What operators need to do
What comes as an eye opener for operators across the globe is that there is a meager 4 percent of smartphone users who trust their operators’ own advertising and network performance reporting. Instead of engaging in price wars, what operators need to do is achieve a robust ecosystem where brands co-exist and consumers enjoy the highest quality of services, irrespective of which operator they choose. Consumers want operators to shift their focus from mindless marketing slogans to delivering real network experience.
Meanwhile, despite being slow in adopting 3G/4G, India is poised to become a crucial market in the global rollout of the 5G network. As 5G standards process has started globally, India would be one of the important players in formulating standards for it, Ashutosh Sharma, Secretary, Department of Science and Technology, told ET, adding that earlier in 3G and 4G, India had missed the bus in giving inputs for relevant standards.
Although India is equally enthused about the new-age network capabilities which is expected to bring in an era of faster and seamless network capabilities, it is still a long way for commercial devices to make way into the market. In an October report, Qualcomm estimated that about 85 percent of smartphone users in India would be on LTE networks by the end of 2018, and the change is being led by 4G-enabled feature phones.
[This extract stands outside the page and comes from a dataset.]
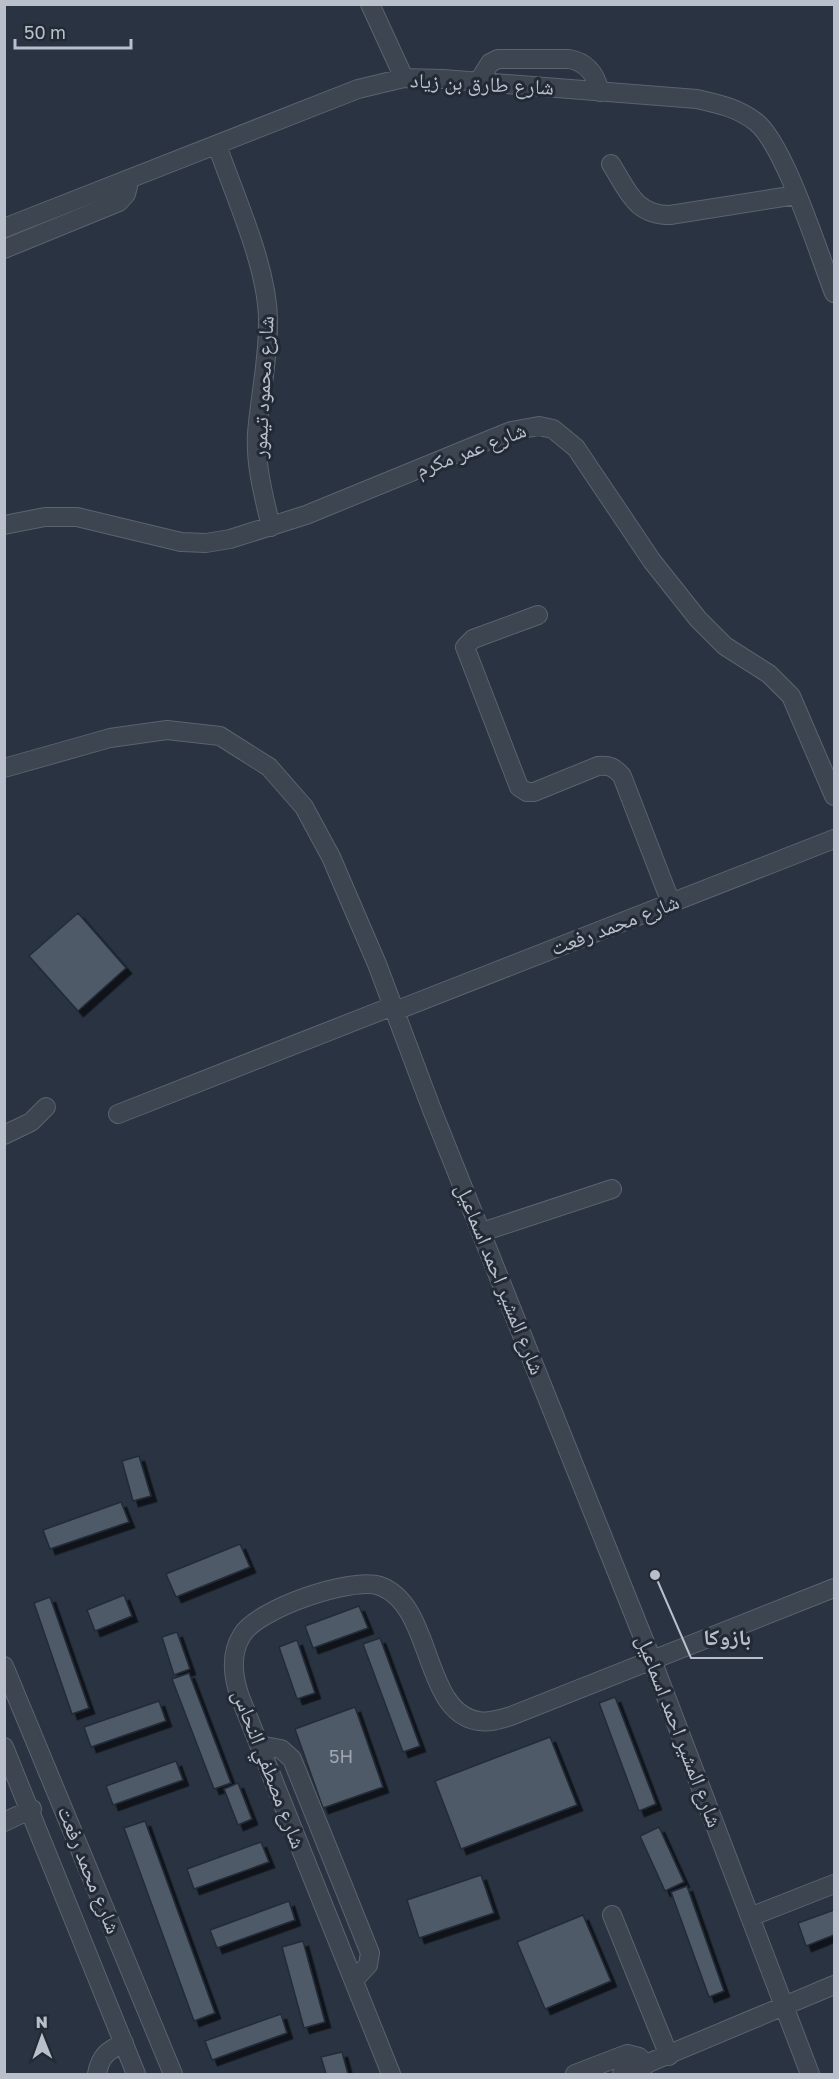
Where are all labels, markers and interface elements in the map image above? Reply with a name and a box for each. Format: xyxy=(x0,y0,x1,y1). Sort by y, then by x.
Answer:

In India, the first round of 5G spectrum auctions are likely to happen this year and more takers are expected than earlier instances. “The awareness for 5G is up in India. There are no technical roadblocks to India adopting 5G. It is now a matter of pulling stakeholders together which includes the government which has spectrum control and regulatory actions that need to be taken, said Qualcomm President Larry Paulson.